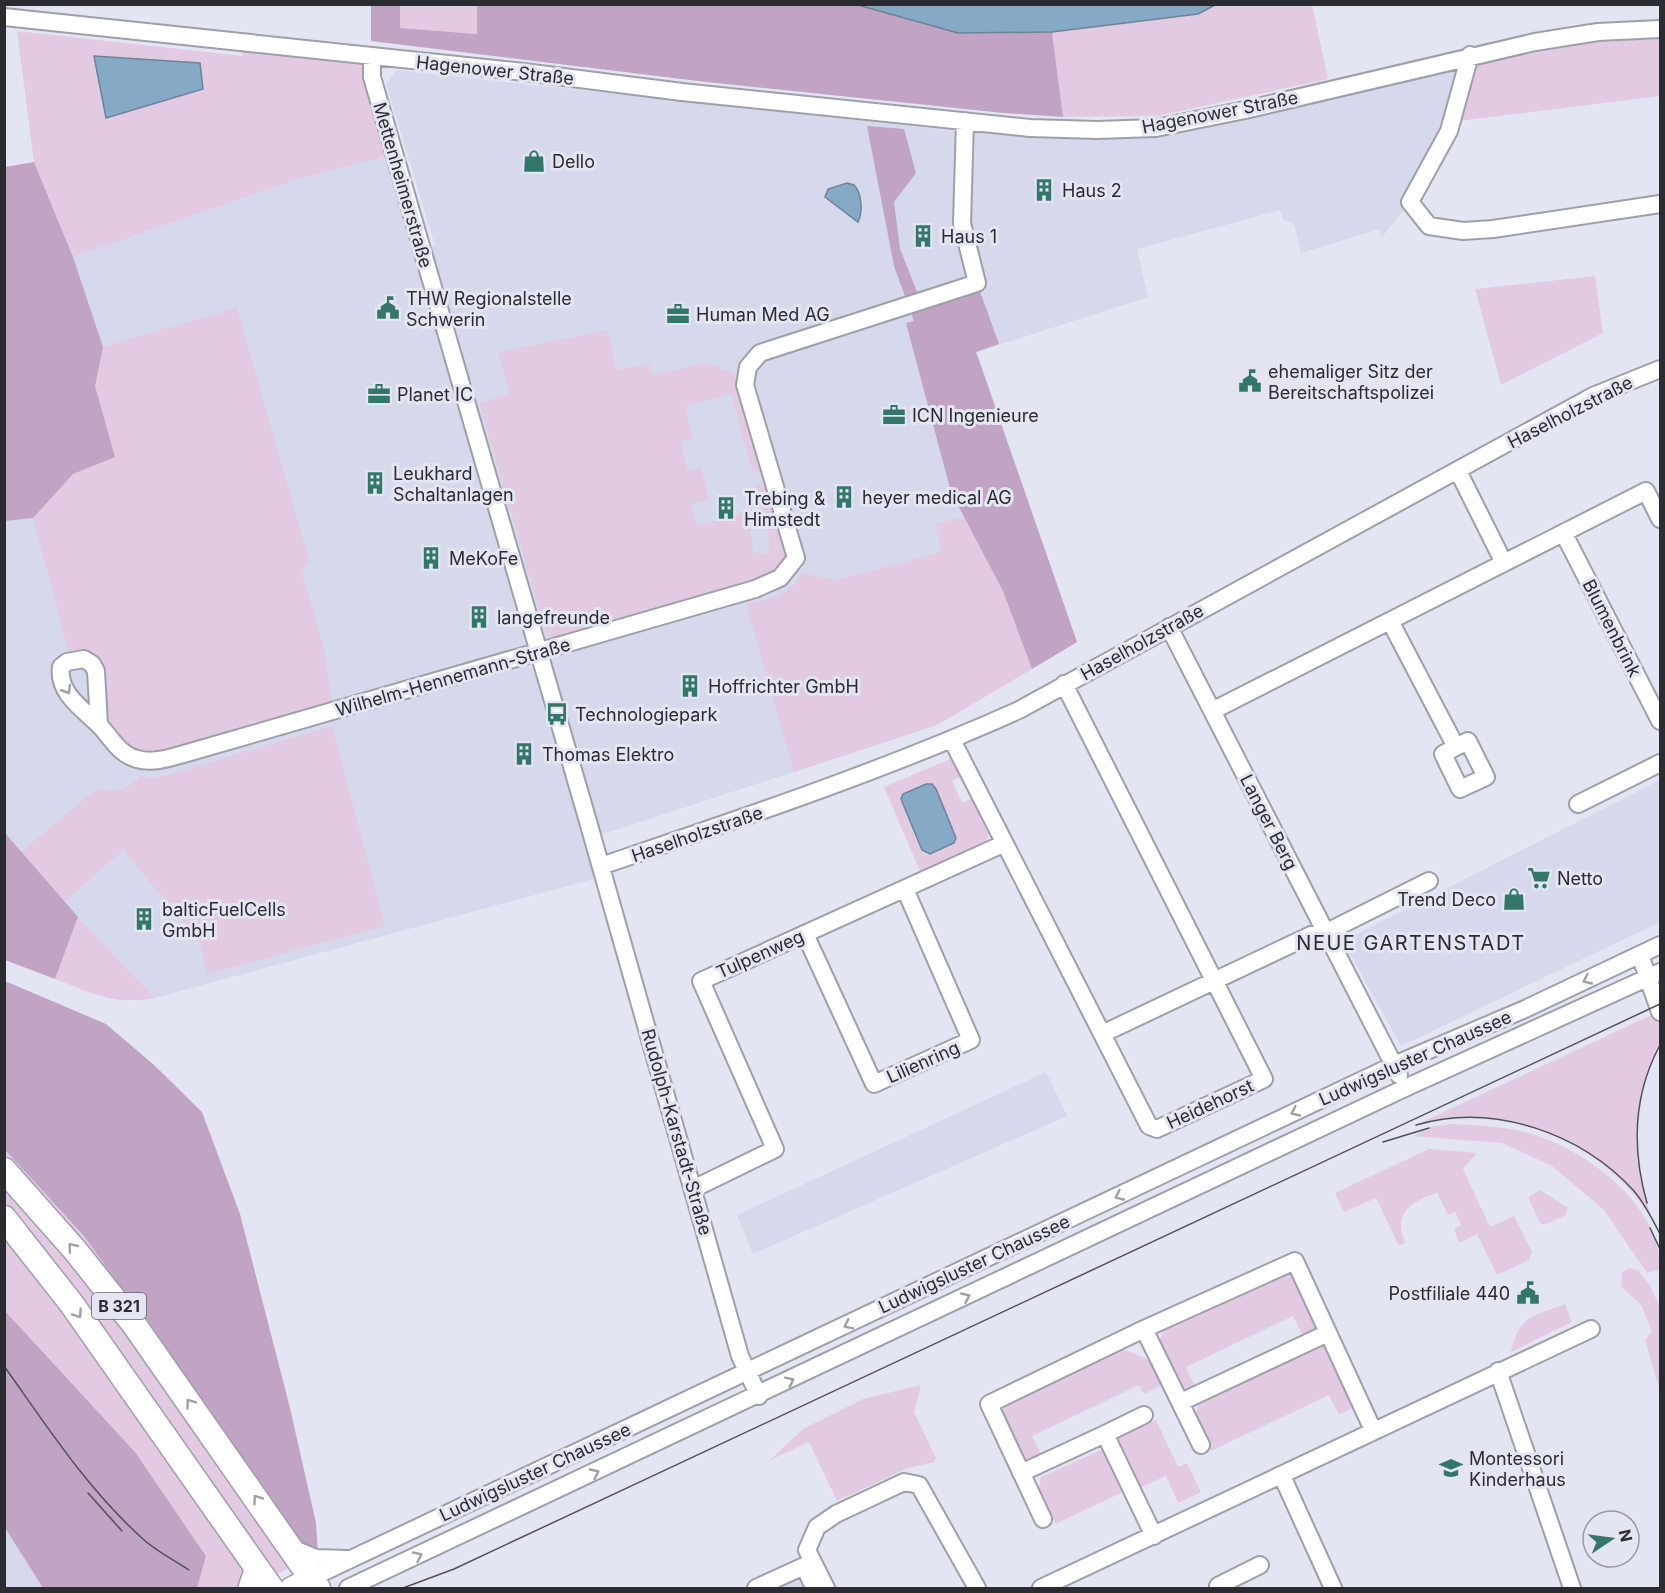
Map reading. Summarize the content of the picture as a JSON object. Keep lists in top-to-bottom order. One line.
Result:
{"streets":{"highway":["B 321"],"street":["Hagenower Straße","Mettenheimerstraße","Haselholzstraße","Blumenbrink","Wilhelm-Hennemann-Straße","Langer Berg","Tulpenweg","Ludwigsluster Chaussee","Lilienring","Heidehorst","Rudolph-Karstadt-Straße"]},"crossings":[["Hagenower Straße","Mettenheimerstraße"],["Hagenower Straße","Wilhelm-Hennemann-Straße"],["Mettenheimerstraße","Haselholzstraße"],["Mettenheimerstraße","Wilhelm-Hennemann-Straße"],["Mettenheimerstraße","Rudolph-Karstadt-Straße"],["Haselholzstraße","Langer Berg"],["Haselholzstraße","Heidehorst"],["Haselholzstraße","Rudolph-Karstadt-Straße"],["Langer Berg","Ludwigsluster Chaussee"],["Tulpenweg","Lilienring"],["Tulpenweg","Heidehorst"],["Tulpenweg","Rudolph-Karstadt-Straße"],["Ludwigsluster Chaussee","Rudolph-Karstadt-Straße"],["Ludwigsluster Chaussee","B 321"]],"districts":["NEUE GARTENSTADT"],"places":{"shop":["Dello","Trend Deco"],"building":["Haus 2","Haus 1","Leukhard Schaltanlagen","heyer medical AG","Trebing & Himstedt","MeKoFe","langefreunde","Hoffrichter GmbH","Thomas Elektro","balticFuelCells GmbH"],"public building":["THW Regionalstelle Schwerin","ehemaliger Sitz der Bereitschaftspolizei","Postfiliale 440"],"office":["Human Med AG","Planet IC","ICN Ingenieure"],"bus stop":["Technologiepark"],"supermarket":["Netto"],"school or university":["Montessori Kinderhaus"]},"north":"right"}
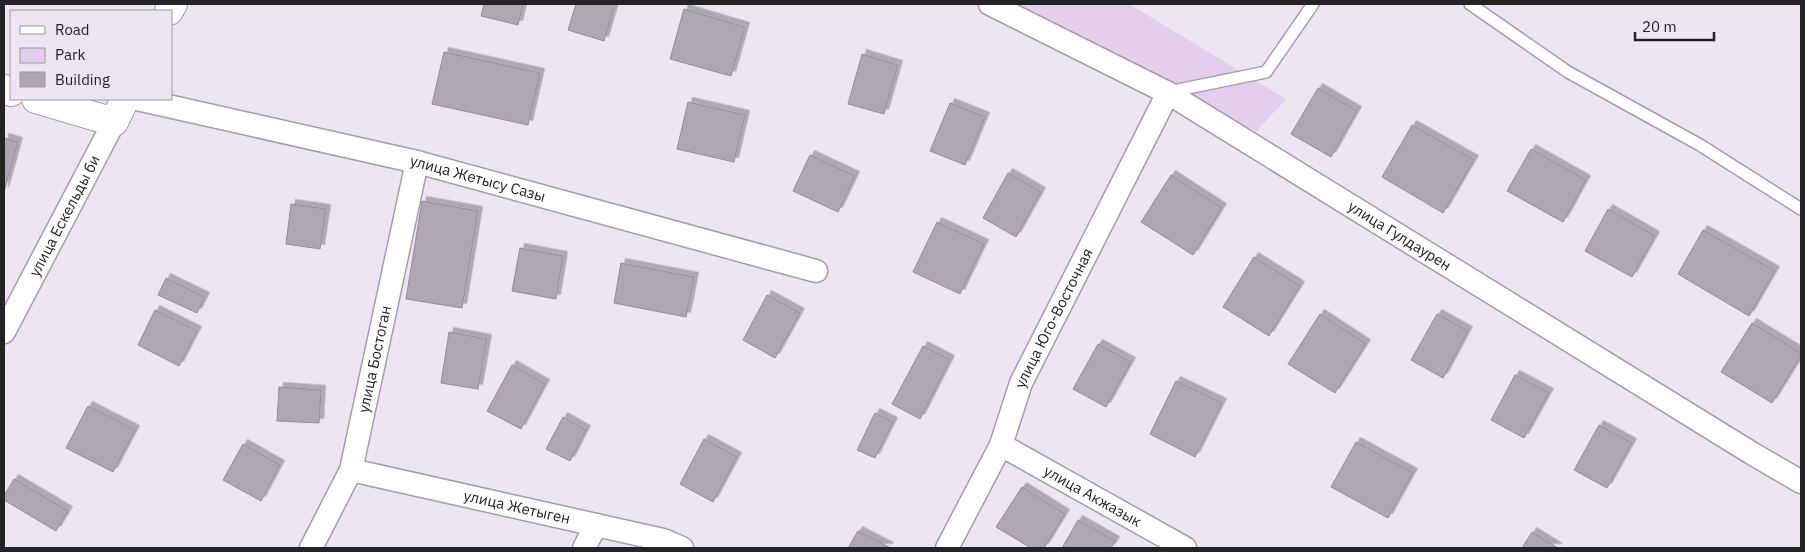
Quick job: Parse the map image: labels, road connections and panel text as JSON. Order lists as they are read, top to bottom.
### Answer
{
  "streets": {
    "street": [
      "улица Жетысу Сазы",
      "улица Ескельды би",
      "улица Гулдаурен",
      "улица Юго-Восточная",
      "улица Бостоган",
      "улица Акжазык",
      "улица Жетыген"
    ]
  },
  "crossings": [
    ["улица Жетысу Сазы", "улица Бостоган"],
    ["улица Гулдаурен", "улица Юго-Восточная"],
    ["улица Юго-Восточная", "улица Акжазык"],
    ["улица Бостоган", "улица Жетыген"]
  ],
  "legend": ["Road", "Park", "Building"],
  "scale_bar": "20 m"
}
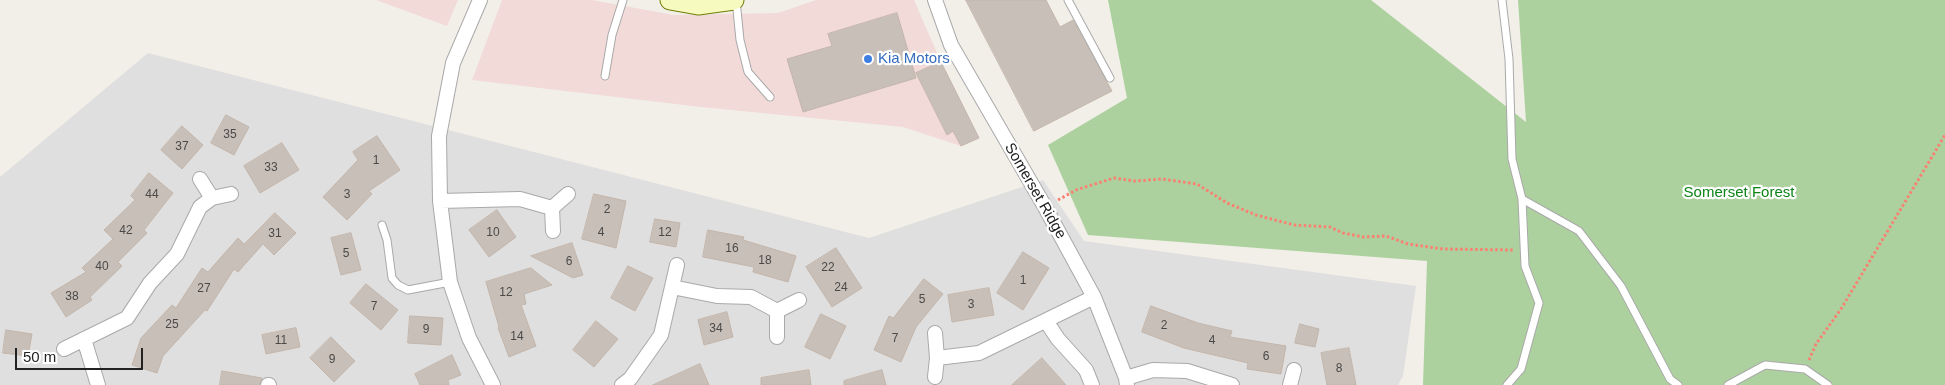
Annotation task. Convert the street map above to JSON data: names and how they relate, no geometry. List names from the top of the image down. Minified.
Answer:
====================
*TASK INSTRUCTIONS*
From the entries above, say how many lines contain "bottom". Only the number is wanted.

*SOLUTION TO THE EXERCISE*
2